_Dataset records_.
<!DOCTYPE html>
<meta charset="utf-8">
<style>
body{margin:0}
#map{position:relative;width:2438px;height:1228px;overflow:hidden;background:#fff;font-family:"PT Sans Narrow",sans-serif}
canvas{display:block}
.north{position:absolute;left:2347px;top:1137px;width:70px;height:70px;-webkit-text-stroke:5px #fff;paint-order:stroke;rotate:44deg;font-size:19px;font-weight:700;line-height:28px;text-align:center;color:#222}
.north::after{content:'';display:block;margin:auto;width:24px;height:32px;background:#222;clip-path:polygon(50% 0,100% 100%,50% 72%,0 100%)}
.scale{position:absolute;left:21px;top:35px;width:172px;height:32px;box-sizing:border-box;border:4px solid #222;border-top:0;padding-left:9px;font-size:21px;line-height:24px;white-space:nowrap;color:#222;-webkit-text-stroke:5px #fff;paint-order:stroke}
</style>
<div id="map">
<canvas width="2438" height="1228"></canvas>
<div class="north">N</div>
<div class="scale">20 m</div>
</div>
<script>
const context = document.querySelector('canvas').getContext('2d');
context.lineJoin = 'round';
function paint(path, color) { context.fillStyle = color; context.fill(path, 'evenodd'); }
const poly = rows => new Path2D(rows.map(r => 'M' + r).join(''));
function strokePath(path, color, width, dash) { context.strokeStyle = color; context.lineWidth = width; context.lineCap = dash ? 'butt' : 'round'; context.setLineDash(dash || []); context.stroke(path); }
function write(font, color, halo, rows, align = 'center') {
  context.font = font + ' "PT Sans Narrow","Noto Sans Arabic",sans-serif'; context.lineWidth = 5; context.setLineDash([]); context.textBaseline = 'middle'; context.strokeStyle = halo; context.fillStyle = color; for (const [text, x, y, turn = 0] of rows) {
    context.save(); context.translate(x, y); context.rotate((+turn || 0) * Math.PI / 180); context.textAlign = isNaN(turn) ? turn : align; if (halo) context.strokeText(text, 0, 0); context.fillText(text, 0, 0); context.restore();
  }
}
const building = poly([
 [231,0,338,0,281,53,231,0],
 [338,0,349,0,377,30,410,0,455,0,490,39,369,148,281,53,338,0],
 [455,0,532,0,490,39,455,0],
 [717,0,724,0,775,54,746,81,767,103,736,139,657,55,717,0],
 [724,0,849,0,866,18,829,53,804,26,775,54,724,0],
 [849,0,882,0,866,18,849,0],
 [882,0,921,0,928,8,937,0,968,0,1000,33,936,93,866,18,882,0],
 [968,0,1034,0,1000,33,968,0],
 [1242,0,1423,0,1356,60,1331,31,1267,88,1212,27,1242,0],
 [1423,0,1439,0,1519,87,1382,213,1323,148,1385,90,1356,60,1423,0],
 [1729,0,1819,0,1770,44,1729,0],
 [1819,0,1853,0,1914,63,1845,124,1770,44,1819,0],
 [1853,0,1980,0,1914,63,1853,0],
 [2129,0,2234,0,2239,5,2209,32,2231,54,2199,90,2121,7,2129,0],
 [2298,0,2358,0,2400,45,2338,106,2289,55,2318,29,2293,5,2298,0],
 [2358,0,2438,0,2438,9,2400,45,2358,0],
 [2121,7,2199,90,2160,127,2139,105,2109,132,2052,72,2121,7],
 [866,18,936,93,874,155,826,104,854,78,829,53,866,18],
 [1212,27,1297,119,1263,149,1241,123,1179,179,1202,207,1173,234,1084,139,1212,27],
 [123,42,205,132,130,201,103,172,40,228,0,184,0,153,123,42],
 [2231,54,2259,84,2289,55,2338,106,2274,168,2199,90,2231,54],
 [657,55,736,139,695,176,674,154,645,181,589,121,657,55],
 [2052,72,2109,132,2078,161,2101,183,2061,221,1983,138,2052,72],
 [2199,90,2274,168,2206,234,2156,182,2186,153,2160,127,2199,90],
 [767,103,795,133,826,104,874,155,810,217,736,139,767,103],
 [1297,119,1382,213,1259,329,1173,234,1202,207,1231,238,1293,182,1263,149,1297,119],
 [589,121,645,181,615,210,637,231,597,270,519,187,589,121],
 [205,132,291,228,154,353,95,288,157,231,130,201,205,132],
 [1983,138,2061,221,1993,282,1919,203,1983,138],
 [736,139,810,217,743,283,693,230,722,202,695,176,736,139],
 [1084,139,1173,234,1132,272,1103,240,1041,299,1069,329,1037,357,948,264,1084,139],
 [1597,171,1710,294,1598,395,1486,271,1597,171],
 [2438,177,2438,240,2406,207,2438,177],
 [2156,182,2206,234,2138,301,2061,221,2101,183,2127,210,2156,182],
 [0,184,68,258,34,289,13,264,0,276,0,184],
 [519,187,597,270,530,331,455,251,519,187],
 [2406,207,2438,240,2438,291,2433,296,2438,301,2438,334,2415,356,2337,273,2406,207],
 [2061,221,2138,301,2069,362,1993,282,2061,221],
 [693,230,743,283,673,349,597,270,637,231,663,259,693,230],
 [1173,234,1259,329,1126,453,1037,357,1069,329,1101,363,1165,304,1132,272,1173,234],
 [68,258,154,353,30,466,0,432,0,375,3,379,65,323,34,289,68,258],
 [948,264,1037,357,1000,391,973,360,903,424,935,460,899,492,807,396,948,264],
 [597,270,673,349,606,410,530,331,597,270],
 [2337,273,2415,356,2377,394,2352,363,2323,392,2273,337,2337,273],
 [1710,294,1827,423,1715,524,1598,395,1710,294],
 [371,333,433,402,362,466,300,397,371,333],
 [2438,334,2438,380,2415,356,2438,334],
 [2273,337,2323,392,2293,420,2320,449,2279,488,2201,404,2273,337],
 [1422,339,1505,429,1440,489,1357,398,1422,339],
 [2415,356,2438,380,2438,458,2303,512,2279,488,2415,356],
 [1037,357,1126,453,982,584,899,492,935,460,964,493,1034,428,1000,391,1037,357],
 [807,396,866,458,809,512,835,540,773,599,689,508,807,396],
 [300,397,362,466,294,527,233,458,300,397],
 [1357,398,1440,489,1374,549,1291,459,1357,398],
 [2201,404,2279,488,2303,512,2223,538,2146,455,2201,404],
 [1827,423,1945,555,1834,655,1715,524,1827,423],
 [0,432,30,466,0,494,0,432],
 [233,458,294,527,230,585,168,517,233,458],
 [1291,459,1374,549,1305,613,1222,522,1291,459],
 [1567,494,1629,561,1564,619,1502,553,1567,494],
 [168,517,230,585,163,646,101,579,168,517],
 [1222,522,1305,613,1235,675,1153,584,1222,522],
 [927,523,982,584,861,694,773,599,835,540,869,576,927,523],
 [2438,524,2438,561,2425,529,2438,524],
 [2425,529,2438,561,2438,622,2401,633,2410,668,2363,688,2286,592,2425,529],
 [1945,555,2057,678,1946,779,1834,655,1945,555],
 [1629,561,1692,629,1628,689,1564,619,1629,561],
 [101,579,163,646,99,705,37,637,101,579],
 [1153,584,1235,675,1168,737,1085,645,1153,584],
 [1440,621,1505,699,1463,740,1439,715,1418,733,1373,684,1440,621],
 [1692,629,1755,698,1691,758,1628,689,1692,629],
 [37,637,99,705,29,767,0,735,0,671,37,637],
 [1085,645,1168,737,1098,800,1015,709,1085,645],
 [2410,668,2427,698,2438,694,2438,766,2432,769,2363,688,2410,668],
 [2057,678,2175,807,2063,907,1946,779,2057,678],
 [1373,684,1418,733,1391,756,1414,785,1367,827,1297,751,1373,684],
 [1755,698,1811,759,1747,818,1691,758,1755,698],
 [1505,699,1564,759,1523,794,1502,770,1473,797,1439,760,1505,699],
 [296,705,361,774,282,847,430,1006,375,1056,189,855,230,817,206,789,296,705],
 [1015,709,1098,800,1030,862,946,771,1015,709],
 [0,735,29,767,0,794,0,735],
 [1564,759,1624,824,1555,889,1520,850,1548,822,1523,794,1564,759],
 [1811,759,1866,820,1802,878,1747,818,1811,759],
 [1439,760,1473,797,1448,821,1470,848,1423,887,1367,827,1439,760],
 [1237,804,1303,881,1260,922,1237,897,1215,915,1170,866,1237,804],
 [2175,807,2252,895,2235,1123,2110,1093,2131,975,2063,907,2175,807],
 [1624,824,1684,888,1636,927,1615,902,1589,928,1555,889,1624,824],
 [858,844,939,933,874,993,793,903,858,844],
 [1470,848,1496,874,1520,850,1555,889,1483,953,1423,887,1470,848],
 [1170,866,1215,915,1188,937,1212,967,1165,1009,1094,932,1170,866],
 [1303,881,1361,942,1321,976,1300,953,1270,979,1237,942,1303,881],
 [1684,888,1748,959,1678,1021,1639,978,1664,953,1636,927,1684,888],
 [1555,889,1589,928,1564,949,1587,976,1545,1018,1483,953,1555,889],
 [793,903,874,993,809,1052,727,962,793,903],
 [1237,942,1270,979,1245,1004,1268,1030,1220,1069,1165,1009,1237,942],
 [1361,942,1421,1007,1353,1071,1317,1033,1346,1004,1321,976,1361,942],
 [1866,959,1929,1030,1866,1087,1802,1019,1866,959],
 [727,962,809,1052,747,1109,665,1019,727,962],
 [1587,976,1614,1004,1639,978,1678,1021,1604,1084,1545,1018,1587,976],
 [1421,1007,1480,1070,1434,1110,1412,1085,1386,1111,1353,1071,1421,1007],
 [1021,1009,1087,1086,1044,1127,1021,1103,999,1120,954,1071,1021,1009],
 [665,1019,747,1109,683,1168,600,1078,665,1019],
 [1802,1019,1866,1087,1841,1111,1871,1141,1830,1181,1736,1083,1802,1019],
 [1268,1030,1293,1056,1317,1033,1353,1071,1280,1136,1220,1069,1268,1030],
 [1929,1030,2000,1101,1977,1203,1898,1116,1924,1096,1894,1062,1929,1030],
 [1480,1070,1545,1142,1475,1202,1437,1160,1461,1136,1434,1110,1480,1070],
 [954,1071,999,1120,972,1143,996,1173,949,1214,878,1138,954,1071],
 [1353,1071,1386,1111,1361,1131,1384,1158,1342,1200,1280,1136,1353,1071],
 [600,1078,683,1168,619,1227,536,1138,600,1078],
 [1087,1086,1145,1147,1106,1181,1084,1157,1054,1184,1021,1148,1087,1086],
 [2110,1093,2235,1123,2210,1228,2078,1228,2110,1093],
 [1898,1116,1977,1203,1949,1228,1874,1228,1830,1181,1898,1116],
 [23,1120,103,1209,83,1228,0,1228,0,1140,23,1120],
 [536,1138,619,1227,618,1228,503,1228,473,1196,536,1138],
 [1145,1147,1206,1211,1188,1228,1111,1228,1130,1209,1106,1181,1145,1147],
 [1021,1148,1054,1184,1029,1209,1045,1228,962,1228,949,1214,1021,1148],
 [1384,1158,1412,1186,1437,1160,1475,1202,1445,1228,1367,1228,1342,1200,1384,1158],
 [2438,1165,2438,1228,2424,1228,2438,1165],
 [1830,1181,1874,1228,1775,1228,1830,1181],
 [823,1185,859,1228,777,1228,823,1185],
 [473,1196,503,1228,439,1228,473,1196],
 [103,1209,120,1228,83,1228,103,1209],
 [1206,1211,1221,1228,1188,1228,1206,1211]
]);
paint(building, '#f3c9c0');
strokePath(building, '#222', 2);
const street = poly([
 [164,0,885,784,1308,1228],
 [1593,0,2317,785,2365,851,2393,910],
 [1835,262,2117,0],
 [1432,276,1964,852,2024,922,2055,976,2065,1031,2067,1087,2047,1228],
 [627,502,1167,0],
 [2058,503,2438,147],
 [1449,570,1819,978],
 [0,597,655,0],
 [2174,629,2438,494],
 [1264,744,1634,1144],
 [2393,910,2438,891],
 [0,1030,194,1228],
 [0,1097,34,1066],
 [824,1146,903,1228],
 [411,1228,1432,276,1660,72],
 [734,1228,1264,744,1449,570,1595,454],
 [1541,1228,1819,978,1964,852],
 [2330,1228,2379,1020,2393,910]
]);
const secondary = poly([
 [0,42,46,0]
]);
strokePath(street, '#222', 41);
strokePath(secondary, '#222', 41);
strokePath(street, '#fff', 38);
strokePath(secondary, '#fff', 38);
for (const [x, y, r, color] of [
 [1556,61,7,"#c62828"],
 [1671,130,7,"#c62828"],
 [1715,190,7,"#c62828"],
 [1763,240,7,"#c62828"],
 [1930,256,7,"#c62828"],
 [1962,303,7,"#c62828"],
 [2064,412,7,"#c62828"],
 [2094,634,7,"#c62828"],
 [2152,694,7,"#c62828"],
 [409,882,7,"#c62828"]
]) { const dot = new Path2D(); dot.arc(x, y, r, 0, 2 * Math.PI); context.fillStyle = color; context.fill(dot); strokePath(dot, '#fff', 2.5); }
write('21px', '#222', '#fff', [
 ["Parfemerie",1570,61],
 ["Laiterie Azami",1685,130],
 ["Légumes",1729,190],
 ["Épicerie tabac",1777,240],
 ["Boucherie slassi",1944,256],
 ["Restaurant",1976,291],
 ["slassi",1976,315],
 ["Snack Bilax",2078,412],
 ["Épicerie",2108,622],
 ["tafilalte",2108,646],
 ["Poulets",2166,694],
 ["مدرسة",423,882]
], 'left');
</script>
...
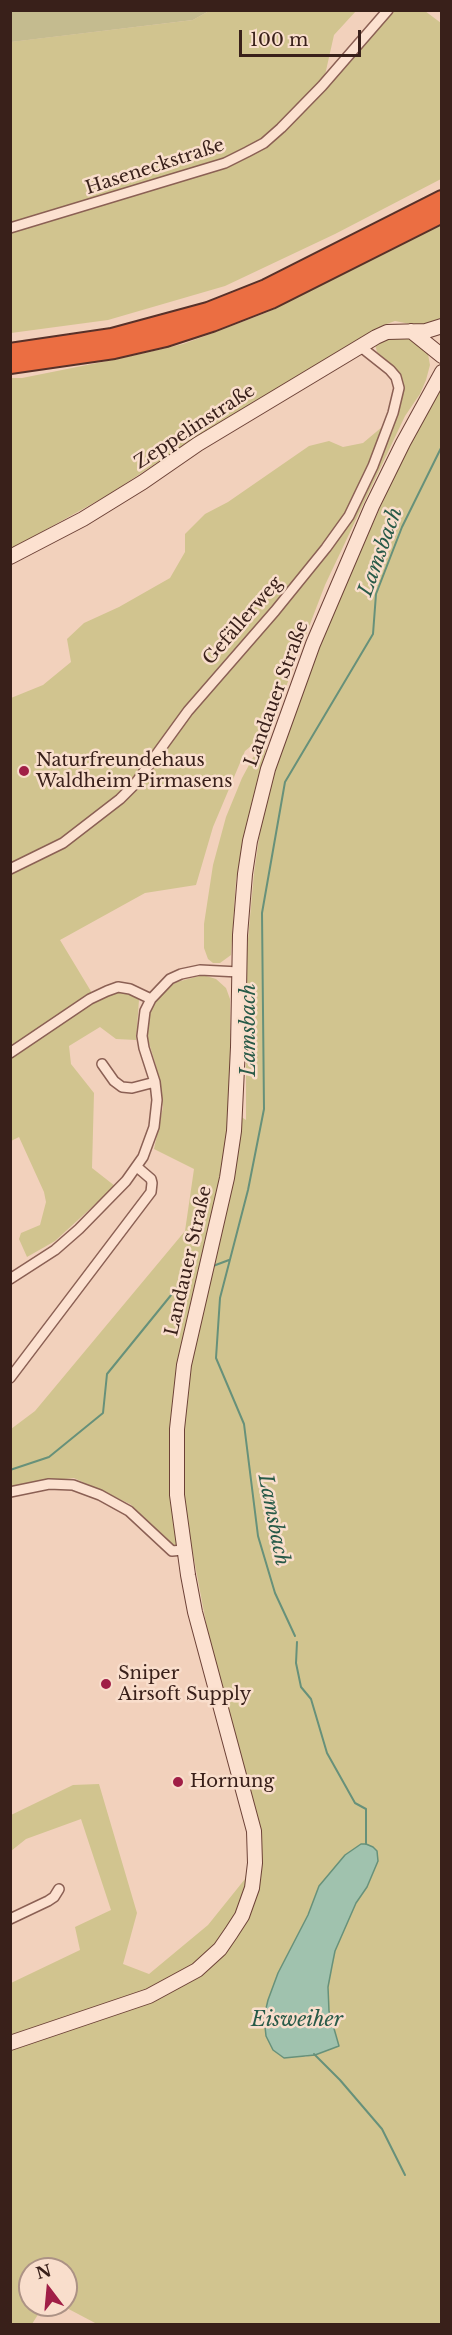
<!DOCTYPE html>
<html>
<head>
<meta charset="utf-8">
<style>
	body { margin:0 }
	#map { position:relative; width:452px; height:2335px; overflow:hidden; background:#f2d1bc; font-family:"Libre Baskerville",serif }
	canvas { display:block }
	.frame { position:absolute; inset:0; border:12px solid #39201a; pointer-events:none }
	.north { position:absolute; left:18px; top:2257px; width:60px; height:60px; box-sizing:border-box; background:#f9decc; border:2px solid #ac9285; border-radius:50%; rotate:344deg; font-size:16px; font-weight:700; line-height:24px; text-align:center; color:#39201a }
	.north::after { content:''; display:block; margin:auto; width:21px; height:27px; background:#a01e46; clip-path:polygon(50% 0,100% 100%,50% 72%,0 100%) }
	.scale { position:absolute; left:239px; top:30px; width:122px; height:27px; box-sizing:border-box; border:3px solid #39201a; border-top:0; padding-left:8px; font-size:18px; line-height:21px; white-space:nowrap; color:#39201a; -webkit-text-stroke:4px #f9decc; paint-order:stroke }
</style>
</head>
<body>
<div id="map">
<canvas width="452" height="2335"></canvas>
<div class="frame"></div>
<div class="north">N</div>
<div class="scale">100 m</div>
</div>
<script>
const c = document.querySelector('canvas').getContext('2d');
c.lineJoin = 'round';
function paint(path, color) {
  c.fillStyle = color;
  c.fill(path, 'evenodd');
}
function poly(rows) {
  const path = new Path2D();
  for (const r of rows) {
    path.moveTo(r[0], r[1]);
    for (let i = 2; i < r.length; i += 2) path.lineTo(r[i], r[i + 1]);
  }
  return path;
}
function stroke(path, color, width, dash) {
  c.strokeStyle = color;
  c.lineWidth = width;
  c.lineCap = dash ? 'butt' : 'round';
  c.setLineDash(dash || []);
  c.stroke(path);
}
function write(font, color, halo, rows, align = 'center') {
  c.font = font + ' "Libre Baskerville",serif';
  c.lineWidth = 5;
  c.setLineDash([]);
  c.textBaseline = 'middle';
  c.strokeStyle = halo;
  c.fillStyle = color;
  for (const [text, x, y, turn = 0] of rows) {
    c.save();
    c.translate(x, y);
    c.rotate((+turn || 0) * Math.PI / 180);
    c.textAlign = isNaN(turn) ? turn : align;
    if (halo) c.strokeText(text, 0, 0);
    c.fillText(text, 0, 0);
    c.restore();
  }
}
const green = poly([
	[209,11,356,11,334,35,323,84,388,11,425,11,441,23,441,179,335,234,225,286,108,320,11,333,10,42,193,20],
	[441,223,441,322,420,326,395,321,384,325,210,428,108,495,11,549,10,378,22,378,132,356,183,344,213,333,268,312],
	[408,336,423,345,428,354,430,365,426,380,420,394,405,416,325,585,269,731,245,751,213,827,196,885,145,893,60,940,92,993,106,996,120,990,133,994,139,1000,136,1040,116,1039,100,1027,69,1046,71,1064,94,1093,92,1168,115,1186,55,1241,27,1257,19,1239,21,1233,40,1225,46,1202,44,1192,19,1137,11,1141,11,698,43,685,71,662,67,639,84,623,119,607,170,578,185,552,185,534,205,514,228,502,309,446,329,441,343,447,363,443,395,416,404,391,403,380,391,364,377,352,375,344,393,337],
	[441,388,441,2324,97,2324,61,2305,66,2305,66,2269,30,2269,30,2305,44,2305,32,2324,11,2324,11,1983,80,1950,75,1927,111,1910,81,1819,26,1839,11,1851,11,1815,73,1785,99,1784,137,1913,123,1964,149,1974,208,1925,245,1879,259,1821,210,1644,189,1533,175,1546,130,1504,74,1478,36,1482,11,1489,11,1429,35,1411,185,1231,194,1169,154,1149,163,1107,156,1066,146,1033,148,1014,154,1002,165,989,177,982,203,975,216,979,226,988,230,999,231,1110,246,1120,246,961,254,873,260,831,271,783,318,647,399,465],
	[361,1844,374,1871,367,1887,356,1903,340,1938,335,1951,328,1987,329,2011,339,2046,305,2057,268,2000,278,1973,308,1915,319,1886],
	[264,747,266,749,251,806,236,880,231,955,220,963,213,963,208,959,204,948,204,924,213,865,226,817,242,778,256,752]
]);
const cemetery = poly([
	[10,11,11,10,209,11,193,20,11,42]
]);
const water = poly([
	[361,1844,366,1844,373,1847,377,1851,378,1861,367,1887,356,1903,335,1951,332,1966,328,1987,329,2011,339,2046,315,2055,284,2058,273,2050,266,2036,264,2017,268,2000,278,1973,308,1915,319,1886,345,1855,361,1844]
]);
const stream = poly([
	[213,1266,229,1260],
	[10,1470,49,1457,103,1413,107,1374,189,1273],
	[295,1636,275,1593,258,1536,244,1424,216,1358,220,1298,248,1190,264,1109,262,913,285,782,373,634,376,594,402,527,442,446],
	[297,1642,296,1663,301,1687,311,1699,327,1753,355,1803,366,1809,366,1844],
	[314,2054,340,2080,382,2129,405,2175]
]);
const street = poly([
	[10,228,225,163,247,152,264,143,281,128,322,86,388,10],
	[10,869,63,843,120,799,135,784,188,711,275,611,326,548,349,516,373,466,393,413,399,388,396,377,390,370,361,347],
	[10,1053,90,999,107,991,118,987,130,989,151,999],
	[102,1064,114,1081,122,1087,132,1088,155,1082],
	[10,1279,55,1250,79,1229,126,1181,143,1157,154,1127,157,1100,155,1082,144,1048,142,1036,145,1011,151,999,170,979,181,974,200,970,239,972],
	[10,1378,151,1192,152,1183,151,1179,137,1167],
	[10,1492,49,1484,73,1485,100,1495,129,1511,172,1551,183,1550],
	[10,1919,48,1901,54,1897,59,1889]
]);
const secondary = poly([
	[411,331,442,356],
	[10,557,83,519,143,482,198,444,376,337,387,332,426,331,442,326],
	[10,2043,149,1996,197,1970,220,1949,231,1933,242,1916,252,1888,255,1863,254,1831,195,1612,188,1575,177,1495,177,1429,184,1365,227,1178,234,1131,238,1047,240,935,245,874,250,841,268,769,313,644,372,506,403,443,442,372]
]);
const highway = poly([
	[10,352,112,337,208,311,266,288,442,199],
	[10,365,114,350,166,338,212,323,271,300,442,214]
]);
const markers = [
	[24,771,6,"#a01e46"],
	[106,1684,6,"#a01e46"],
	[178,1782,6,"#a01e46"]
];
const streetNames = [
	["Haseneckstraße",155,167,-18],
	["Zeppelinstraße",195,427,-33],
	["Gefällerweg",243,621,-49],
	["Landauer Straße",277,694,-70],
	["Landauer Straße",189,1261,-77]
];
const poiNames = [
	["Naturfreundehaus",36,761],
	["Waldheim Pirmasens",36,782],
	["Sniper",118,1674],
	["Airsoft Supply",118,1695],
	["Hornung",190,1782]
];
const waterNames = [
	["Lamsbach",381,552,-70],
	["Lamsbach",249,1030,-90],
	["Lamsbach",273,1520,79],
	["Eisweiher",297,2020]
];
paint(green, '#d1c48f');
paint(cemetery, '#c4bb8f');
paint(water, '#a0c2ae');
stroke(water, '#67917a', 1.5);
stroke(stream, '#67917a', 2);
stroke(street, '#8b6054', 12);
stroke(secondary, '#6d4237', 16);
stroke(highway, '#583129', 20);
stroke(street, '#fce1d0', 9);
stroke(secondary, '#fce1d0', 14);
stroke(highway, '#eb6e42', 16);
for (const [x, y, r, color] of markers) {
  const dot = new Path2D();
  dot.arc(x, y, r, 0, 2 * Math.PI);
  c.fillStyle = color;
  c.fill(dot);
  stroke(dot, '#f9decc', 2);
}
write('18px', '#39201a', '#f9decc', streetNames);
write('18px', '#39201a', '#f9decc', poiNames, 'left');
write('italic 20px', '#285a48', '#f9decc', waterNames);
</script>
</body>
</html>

_Work required_. Lines of the material above that contain the string "html" must be counted; respond with the total alone.

_Exercise solution_. 4